U.S. Supreme Court opens Floodgates to Retirement Plan Participants Lawsuits

Participants in 401(k) and other retirement plans can file lawsuits claiming their individual accounts were mishandled, the U.S. Supreme Court ruled in a decision that bolsters the legal rights of 70 million people.

The justices today unanimously allowed a suit by a man who says he lost almost $100,000 because his employer didn't make investment changes he requested. The court rejected business contentions that participants can sue only to enforce the rights of the entire plan, not to recover losses incurred by a single account.

The ruling affects participants in so-called defined- contribution retirement programs -- a category that includes 401(k), employee stock ownership and profit-sharing plans. Those accounts hold $3.3 trillion in assets.

In the case before the justices, James LaRue says he tried to change the investments in his 401(k) plan in time to avoid the brunt of the 2001-02 stock market plunge. LaRue claims his employer, Dallas-based management-consulting firm DeWolff Boberg & Associates, didn't follow his instructions, costing him almost $100,000.

The 4th U.S. Circuit Court of Appeals in Richmond, Virginia, barred the suit, saying it wasn't allowed under the 1974 Employee Retirement Income Security Act, known as ERISA.
The Supreme Court today rejected that reasoning, saying Congress intended to provide broader protection to participants in retirement plans.

"Whether a fiduciary breach diminishes plan assets payable to all participants, or only to persons tied to particular individual accounts, it creates the kinds of harms that concerned the draftsmen'' of ERISA, Justice John Paul Stevens wrote for the court.

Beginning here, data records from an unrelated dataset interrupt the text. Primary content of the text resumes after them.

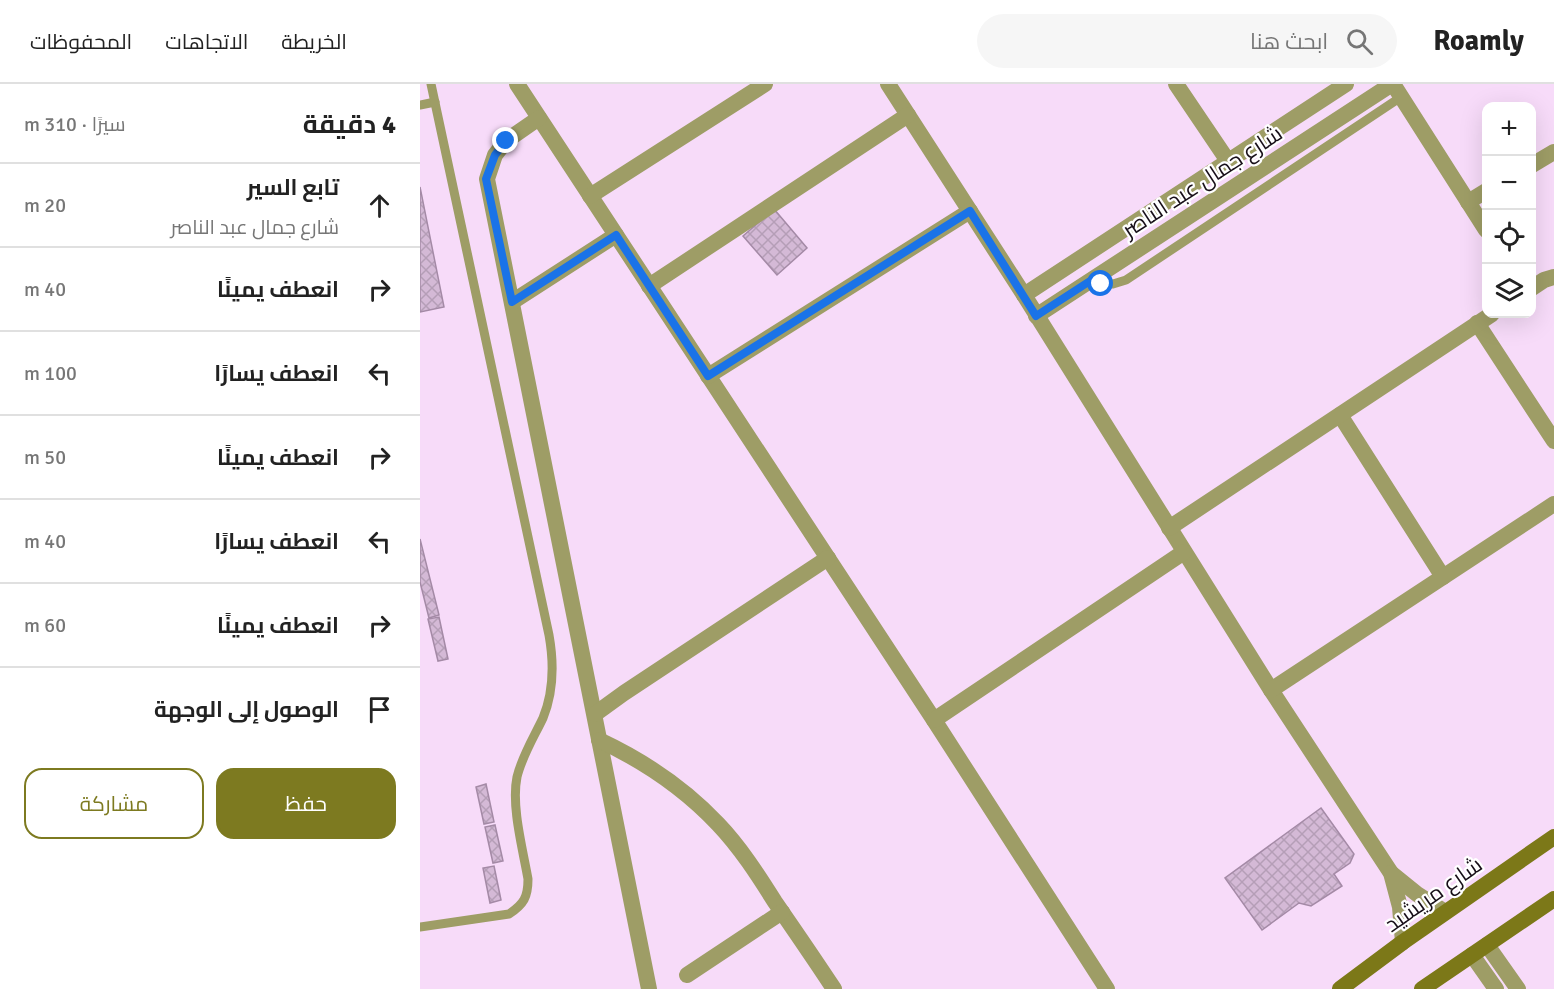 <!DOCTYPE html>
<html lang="ar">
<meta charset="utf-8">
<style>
:root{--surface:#fff;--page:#f6f6f6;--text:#222;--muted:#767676;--line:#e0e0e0;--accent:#7d7a20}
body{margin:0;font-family:Signika,Cairo,sans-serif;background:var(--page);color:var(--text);direction:rtl}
.controls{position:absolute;right:18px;top:18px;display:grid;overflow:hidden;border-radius:12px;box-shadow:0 6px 24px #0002}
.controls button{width:54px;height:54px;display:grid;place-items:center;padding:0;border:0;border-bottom:2px solid var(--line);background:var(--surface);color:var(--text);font:30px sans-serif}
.stop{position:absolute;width:18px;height:18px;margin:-14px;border:4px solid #1a73e8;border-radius:50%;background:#fff}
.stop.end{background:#1a73e8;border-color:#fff;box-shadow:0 2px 6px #0008}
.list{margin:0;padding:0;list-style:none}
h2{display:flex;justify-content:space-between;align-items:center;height:78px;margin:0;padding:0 24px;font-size:26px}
h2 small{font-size:20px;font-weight:400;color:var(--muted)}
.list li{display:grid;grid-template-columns:39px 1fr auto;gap:18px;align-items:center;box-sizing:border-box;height:84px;padding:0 24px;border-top:2px solid var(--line)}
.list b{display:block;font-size:22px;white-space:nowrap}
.list p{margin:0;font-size:20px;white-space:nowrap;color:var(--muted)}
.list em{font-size:20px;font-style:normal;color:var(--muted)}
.actions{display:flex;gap:12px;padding:18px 24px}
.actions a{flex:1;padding:14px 0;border:2px solid var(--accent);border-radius:18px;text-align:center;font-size:21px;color:var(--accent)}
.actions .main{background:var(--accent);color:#fff}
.icon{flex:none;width:33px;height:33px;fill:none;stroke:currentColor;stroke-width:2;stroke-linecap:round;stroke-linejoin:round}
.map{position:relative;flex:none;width:1134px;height:905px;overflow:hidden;direction:ltr}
header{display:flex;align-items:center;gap:36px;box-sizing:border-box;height:84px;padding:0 30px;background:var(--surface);border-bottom:2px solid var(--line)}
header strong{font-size:28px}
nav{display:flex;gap:33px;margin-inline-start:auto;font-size:21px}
.search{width:420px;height:54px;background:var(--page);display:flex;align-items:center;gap:15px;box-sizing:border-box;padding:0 21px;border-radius:33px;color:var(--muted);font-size:22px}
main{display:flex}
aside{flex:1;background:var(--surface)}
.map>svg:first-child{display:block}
.building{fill:url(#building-cross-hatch);stroke:#a48aa6;stroke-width:1.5}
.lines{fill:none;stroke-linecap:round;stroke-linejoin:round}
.service{stroke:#9e9d66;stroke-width:9}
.minor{stroke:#9e9d66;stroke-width:16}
.tertiary{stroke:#9e9d66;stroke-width:16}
.secondary{stroke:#7c7818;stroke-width:16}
.route{stroke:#1a73e8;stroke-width:8}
.labels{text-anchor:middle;stroke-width:4.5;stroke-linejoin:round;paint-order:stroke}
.street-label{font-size:22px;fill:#170e18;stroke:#fff}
</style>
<header>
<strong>Roamly</strong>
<div class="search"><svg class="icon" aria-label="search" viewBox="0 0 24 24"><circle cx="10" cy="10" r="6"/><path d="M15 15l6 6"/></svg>ابحث هنا</div>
<nav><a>الخريطة</a><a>الاتجاهات</a><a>المحفوظات</a></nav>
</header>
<main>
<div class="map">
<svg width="1134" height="905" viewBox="0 0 1134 905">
<defs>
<pattern id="building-cross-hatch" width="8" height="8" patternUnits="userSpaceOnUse" patternTransform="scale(1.5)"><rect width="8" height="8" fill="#d4b9d6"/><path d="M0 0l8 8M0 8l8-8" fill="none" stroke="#b59eb7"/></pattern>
</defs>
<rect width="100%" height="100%" fill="#f7dbf9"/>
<g class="building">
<path d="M0,103L24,223L0,228Z"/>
<path d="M354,125L387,164L357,191L323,152Z"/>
<path d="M0,455L19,531L9,534L0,498Z"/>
<path d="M19,533L28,575L18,577L8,535Z"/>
<path d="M66,700L74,738L64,740L56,703Z"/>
<path d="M901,724L934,770L930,779L914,790L922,802L891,822L879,819L842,846L805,794Z"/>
<path d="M75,741L83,777L73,779L65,743Z"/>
<path d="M74,782L81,816L70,819L63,784Z"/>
</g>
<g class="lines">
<g class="service">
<path d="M0,21L15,18"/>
<path d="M670,197L693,200L706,196L981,13"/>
<path d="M0,843L89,830C104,820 108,813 108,795C103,766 91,722 97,693C102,672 114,653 123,634C134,607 134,579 129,551L11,0"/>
</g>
<g class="minor">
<path d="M97,0L514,636L687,905"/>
<path d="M468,0L604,211L851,606L971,789L980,823L983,858"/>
<path d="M756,0L808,77"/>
<path d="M973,0L1066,146"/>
<path d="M119,34L86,57L75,71L67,95L229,905"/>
<path d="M1112,81L1134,68"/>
<path d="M170,112L345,0"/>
<path d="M1048,118L1066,107"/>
<path d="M229,202L488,31"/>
<path d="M1112,204L1124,196L1134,193"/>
<path d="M92,218L196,151"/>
<path d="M1057,239L1134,357"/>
<path d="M288,292L550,127"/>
<path d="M920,331L1023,493"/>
<path d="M749,444L1072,230"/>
<path d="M851,606L1134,420"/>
<path d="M175,630L204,609L408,474"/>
<path d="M514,636L764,468"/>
<path d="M179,656C224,677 264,704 298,740C320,763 338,791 355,818C375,847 395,876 414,905"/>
<path d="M971,789L997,810L1025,828"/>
<path d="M1067,861L1098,905"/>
<path d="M1052,871L1076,905"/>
<path d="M267,891L362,828"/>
</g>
<g class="tertiary">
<path d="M604,211L926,0"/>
<path d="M616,232L972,0"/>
</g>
<g class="secondary">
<path d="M920,905L983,858L1134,753"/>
<path d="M1002,905L1134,815"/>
</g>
</g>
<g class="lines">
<path class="route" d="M86,57L75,71L66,95L92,218L196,151L288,292L550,127L616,232L670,197L681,200"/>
</g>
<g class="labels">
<g class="street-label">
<text transform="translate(782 97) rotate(-33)" y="8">شارع جمال عبد الناصر</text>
<text transform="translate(1013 810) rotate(-35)" y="8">شارع مريشيد</text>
</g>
</g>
</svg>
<div class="controls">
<button>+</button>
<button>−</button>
<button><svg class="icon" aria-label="locate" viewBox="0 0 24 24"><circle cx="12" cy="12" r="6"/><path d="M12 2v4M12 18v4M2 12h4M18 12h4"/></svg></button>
<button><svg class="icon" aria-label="layers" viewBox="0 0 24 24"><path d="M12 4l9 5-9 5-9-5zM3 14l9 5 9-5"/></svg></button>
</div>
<div class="stop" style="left:681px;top:200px"></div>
<div class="stop end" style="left:86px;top:57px"></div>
</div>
<aside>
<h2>4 دقيقة<small>سيرًا · 310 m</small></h2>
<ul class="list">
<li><svg class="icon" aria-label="ahead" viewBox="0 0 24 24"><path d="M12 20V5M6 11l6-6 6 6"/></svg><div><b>تابع السير</b><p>شارع جمال عبد الناصر</p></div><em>20 m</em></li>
<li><svg class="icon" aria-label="right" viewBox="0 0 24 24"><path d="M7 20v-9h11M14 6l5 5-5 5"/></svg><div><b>انعطف يمينًا</b></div><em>40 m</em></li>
<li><svg class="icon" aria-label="left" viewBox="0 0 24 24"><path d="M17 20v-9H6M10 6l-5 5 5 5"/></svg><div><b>انعطف يسارًا</b></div><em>100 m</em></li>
<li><svg class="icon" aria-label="right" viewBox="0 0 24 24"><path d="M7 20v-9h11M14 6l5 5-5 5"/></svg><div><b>انعطف يمينًا</b></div><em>50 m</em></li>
<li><svg class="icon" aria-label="left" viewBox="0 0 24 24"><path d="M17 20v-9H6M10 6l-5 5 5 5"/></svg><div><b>انعطف يسارًا</b></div><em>40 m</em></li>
<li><svg class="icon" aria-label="right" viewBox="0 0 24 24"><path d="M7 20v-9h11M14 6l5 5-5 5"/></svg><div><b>انعطف يمينًا</b></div><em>60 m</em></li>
<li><svg class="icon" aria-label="arrive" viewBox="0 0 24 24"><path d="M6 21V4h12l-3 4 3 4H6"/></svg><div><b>الوصول إلى الوجهة</b></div></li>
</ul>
<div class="actions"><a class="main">حفظ</a><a>مشاركة</a></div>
</aside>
</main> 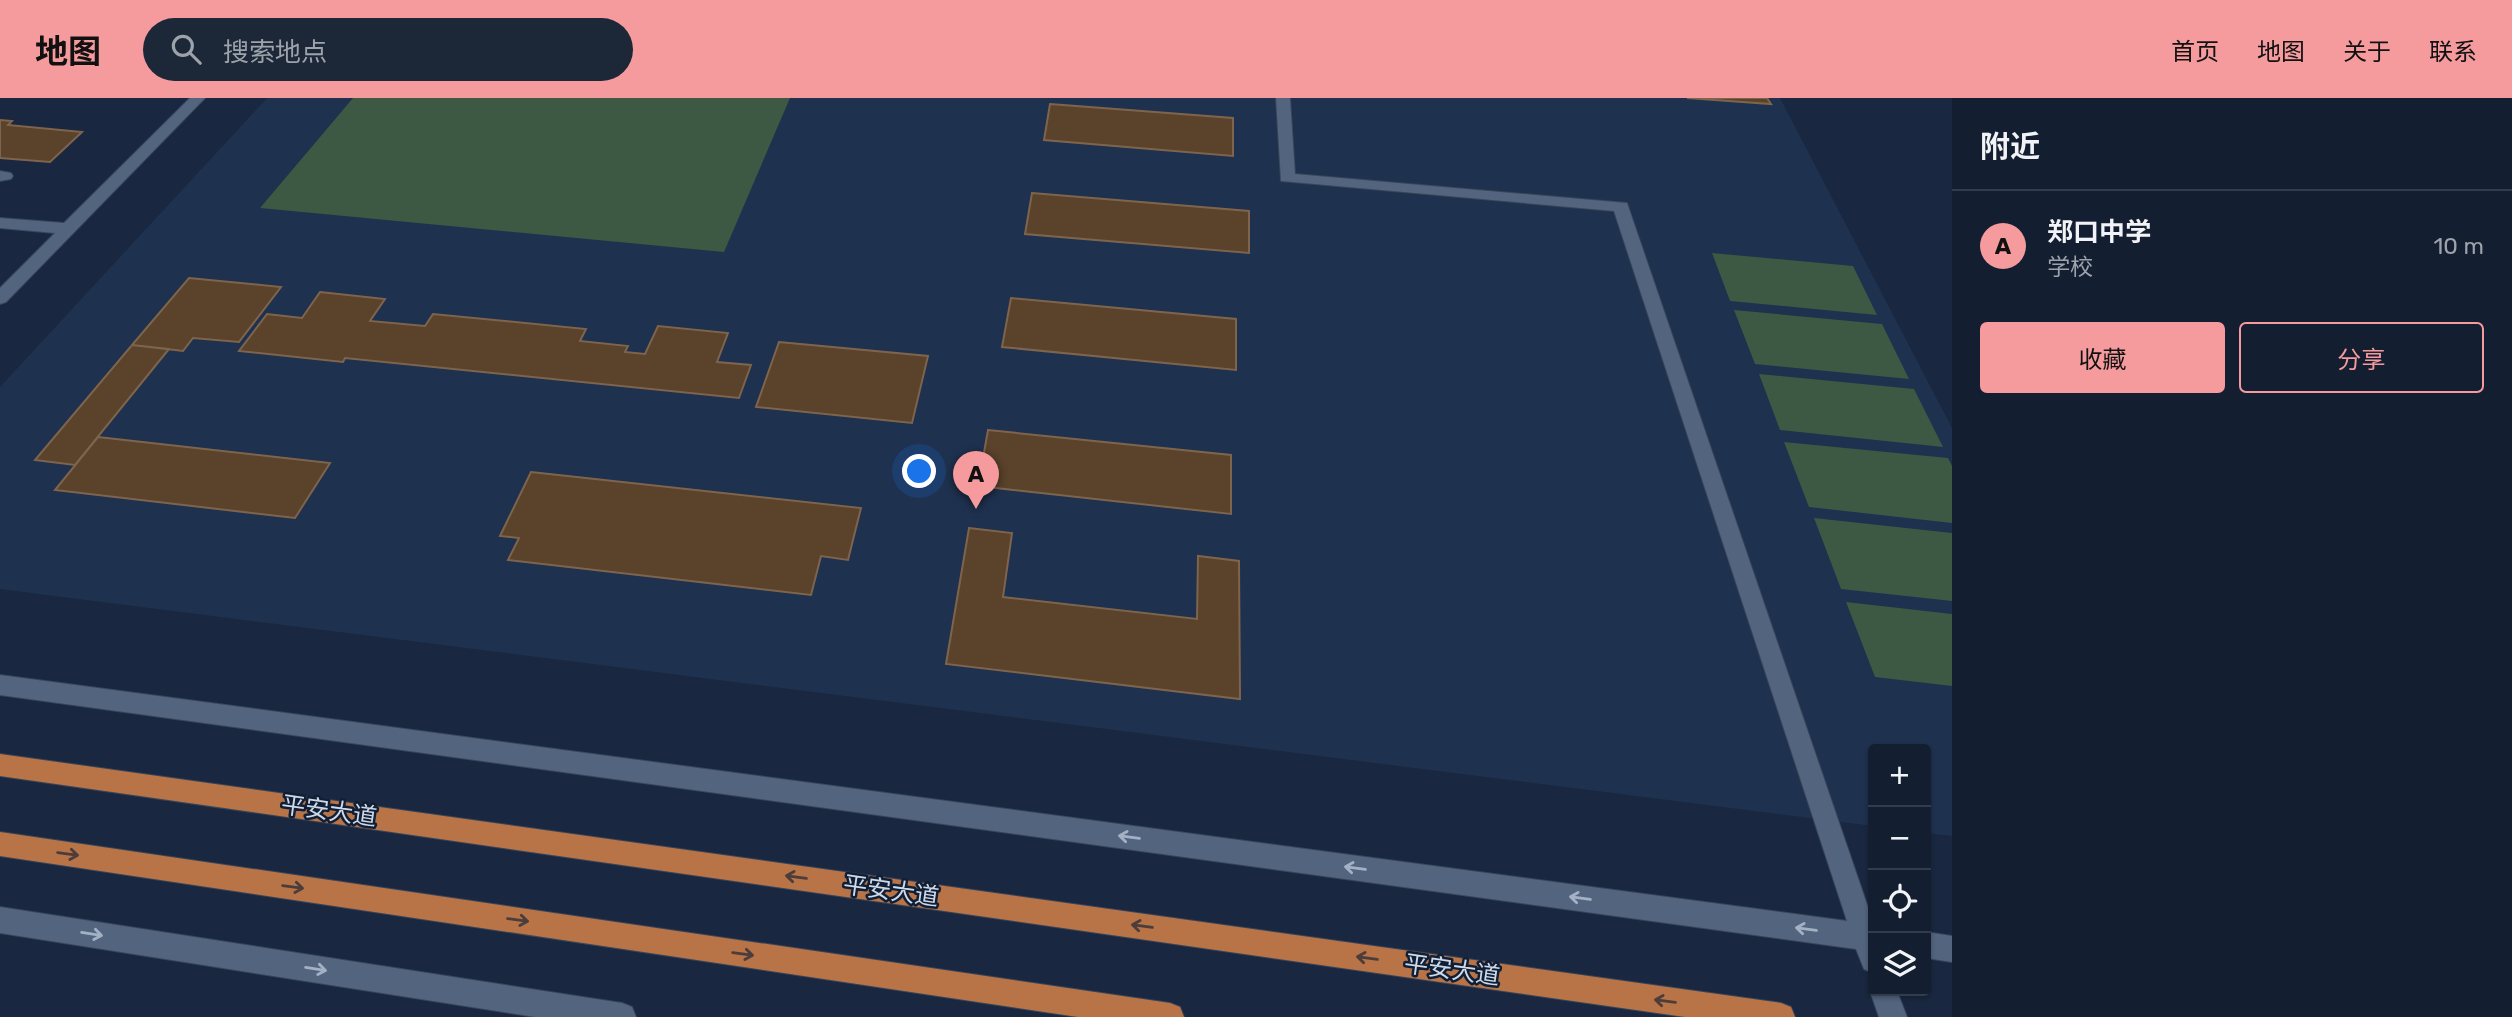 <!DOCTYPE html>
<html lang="zh">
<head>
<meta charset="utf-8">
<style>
	:root { --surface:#131e30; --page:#1c2738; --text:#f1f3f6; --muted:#9da2ab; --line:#323c4c; --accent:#f59b9e }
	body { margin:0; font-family:Rubik,"Noto Sans SC",sans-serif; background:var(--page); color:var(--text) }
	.controls { position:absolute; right:21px; bottom:21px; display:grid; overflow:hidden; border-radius:7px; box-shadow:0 2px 5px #0004 }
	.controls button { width:63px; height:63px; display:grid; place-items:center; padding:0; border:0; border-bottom:2px solid var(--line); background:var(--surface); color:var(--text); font:35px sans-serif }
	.you { position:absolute; left:920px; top:374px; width:24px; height:24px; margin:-18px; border:5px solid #fff; border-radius:50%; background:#1a73e8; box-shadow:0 0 0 10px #1a73e833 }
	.badge { display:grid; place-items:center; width:46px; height:46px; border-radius:50%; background:var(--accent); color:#111; font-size:23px; font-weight:700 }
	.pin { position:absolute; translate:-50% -58px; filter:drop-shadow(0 2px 4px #0008) }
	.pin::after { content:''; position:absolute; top:37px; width:24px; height:21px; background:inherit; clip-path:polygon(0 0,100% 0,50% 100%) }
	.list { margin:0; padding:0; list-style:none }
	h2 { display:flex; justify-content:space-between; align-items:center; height:91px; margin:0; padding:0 28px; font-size:30px }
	h2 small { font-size:23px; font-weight:400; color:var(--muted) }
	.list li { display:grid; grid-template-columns:46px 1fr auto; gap:21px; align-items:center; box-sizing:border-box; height:112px; padding:0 28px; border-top:2px solid var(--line) }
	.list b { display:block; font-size:26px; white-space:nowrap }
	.list p { margin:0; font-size:23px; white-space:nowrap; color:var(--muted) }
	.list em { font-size:23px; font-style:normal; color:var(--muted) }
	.actions { display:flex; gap:14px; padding:21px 28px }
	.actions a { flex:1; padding:16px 0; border:2px solid var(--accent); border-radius:7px; text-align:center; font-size:24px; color:var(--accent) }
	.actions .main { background:var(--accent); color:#111 }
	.icon { flex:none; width:38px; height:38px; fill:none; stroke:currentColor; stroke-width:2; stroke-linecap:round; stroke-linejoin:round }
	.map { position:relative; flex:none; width:1952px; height:919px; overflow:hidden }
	header { display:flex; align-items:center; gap:42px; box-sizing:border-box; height:98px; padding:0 35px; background:var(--accent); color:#111 }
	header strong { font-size:33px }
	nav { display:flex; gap:38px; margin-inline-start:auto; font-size:24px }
	.search { width:490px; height:63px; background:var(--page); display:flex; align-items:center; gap:18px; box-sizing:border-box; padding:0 24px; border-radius:38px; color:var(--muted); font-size:26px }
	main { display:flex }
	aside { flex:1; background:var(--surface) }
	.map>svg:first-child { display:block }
	.built { fill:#1e314e }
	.green { fill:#3d5843 }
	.building { fill:#5a422b; stroke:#7e644c; stroke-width:2 }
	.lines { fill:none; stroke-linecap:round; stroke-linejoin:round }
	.minor-casing { stroke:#394559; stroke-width:2 }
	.major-casing { stroke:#394559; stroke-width:2 }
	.minor { fill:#53647f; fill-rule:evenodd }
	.major { fill:#b87447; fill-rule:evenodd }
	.oneway { stroke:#a4b1c4 }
	.oneway2 { stroke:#4b3d3b }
	.labels { text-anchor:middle; stroke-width:5; stroke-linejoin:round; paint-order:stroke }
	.near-street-label { font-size:24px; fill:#cfdae9; stroke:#101f35 }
</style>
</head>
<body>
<header>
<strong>地图</strong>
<div class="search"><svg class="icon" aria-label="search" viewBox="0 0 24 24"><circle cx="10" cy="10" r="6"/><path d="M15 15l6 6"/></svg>搜索地点</div>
<nav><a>首页</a><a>地图</a><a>关于</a><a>联系</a></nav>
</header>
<main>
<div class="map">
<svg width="1952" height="919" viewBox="0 0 1952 919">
	<rect width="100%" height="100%" fill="#192840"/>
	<path class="built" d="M267 0H1780L1952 330V738L1926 735V651H1873V728L0 491V289Z"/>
	<path class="green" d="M353 0H790L724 154 260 110Z
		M1712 155 1853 168 1877 217 1730 203Z
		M1734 212 1882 226 1909 281 1755 266Z
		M1759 276 1914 291 1943 349 1780 332Z
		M1784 344 1948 360 1952 368V425L1809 409Z
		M1814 420 1952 435V503L1841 491Z
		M1846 504 1952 516V588L1875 579Z"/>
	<path class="building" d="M1687 0H1767L1771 6Z
		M1050 6 1233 20V58L1044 42Z
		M0 22 12 23 8 27 82 34 50 64 0 60Z
		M1032 95 1249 113V155L1025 136Z
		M189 180 281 189 239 244 193 240 183 253 132 247Z
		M320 194 385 201 370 223 425 228 433 216 586 231 580 243 628 248 625 254 645 256 658 228 728 235 717 264 751 267 739 300 345 260 343 264 239 253 267 216 302 220Z
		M1011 200 1236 221V272L1002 249Z
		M779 244 928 258 912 325 756 309Z
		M132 247 169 251 75 367 35 362Z
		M988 332 1231 357V416L978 388Z
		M98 339 330 365 295 420 55 392Z
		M531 374 861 410 848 462 821 458 811 497 508 462 519 440 500 438Z
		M969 430 1012 435 1003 499 1197 521 1198 458 1239 463 1240 601 946 566Z"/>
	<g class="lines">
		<defs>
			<path id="minor" d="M190 0H205L6 204 0 206V190L55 135 0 130V120L64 125Z
				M1276 0H1290L1295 76 1627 105 1873 824V875L1864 871 1856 851 0 597V577L1847 823 1614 113 1281 83Z
				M0 73 11 75 13 78 11 81 0 83Z
				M0 809 622 905 632 909 636 919H535L0 835Z
				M1926 834 1952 838V864L1926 860Z
				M1873 886V893H1897L1907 919H1879L1870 893Z"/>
			<path id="major" d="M0 656 1781 905 1791 909 1795 919H1685L0 678Z
				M0 734 1170 905 1180 909 1184 919H1078L0 758Z"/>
		</defs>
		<use href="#minor" class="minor-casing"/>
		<use href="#major" class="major-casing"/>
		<use href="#minor" class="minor"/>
		<use href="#major" class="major"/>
	</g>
	<defs><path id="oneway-shaft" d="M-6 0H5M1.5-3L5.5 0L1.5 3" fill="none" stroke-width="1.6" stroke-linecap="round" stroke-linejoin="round" transform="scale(1.75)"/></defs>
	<g class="oneway">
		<use href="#oneway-shaft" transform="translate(1129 739) rotate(-172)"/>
		<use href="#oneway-shaft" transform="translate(1355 770) rotate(-172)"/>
		<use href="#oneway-shaft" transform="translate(1580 800) rotate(-172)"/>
		<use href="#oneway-shaft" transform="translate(1806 831) rotate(-172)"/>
		<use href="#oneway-shaft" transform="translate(92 836) rotate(9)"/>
		<use href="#oneway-shaft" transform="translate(316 871) rotate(9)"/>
	</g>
	<g class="oneway2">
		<use href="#oneway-shaft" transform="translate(68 756) rotate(8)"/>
		<use href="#oneway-shaft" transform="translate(796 779) rotate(-172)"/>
		<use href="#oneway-shaft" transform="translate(293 789) rotate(8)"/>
		<use href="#oneway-shaft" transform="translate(518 822) rotate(8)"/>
		<use href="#oneway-shaft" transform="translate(1142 828) rotate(-172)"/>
		<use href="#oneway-shaft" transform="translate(743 856) rotate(8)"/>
		<use href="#oneway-shaft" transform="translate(1367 860) rotate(-172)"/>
		<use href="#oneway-shaft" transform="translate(1665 903) rotate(-172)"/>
	</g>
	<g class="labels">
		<g class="near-street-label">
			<text transform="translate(329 713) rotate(8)" y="8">平安大道</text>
			<text transform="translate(891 793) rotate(8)" y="8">平安大道</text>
			<text transform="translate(1452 872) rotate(8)" y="8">平安大道</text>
		</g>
	</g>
</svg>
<div class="controls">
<button>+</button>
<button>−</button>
<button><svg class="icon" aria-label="locate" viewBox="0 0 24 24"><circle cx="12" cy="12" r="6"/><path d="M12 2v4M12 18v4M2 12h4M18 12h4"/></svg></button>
<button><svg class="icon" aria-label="layers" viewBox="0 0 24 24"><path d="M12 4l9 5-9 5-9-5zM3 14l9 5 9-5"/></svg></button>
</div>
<div class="you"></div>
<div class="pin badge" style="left:976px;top:411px">A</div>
</div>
<aside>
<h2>附近<small></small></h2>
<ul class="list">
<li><span class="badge">A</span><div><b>郑口中学</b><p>学校</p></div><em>10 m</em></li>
</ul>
<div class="actions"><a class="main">收藏</a><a>分享</a></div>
</aside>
</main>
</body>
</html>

DeWolff Boberg argued that ERISA entitles LaRue to a court order directing the plan to change his investments but not to recoup the money he says he lost.

LaRue's legal team, backed by the Bush administration, said that approach would leave participants in defined-contribution plans with no recourse in the event their accounts are mishandled by the fiduciaries who administer the plan.

LaRue no longer works at DeWolff Boberg. In 2006, he closed his 401(k) account and withdrew the $119,000 balance.

Offered by employers, 401(k) plans let workers put a percentage of their paychecks into a tax-deferred investment account.

The case is LaRue v. DeWolff Boberg, 06-856.